> **Task description**:
Restate each entry exactly, without pictures.
------
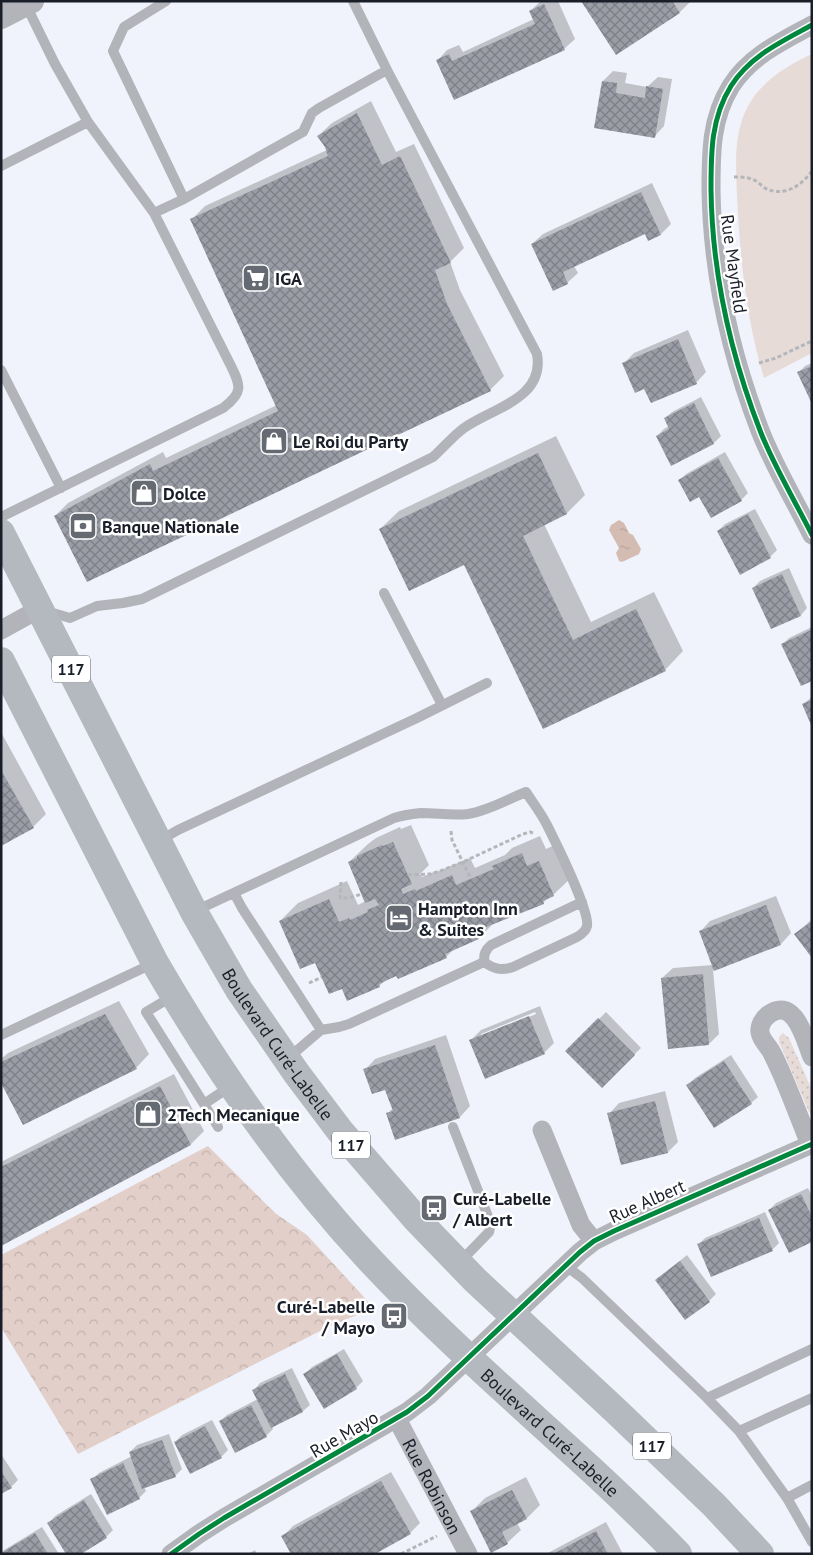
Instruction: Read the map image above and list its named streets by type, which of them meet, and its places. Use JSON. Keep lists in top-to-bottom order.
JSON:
{
  "streets": {
    "main road": ["117", "Boulevard Curé-Labelle"],
    "street": [
      "Rue Mayfield",
      "Rue Albert",
      "Rue Mayo",
      "Rue Robinson"
    ]
  },
  "crossings": [
    ["Boulevard Curé-Labelle", "Rue Albert"],
    ["Boulevard Curé-Labelle", "Rue Mayo"],
    ["Rue Albert", "Rue Mayo"],
    ["Rue Mayo", "Rue Robinson"]
  ],
  "places": {
    "supermarket": ["IGA"],
    "shop": ["Le Roi du Party", "Dolce", "2Tech Mecanique"],
    "bank": ["Banque Nationale"],
    "hotel": ["Hampton Inn & Suites"],
    "bus stop": ["Curé-Labelle / Albert", "Curé-Labelle / Mayo"]
  }
}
------
> **Task result**:
Instruction: Read the map image above and list its named streets by type, which of them meet, and its places. Use JSON. Keep lists in top-to-bottom order.
JSON:
{
  "streets": {
    "main road": ["117", "Boulevard Curé-Labelle"],
    "street": [
      "Rue Mayfield",
      "Rue Albert",
      "Rue Mayo",
      "Rue Robinson"
    ]
  },
  "crossings": [
    ["Boulevard Curé-Labelle", "Rue Albert"],
    ["Boulevard Curé-Labelle", "Rue Mayo"],
    ["Rue Albert", "Rue Mayo"],
    ["Rue Mayo", "Rue Robinson"]
  ],
  "places": {
    "supermarket": ["IGA"],
    "shop": ["Le Roi du Party", "Dolce", "2Tech Mecanique"],
    "bank": ["Banque Nationale"],
    "hotel": ["Hampton Inn & Suites"],
    "bus stop": ["Curé-Labelle / Albert", "Curé-Labelle / Mayo"]
  }
}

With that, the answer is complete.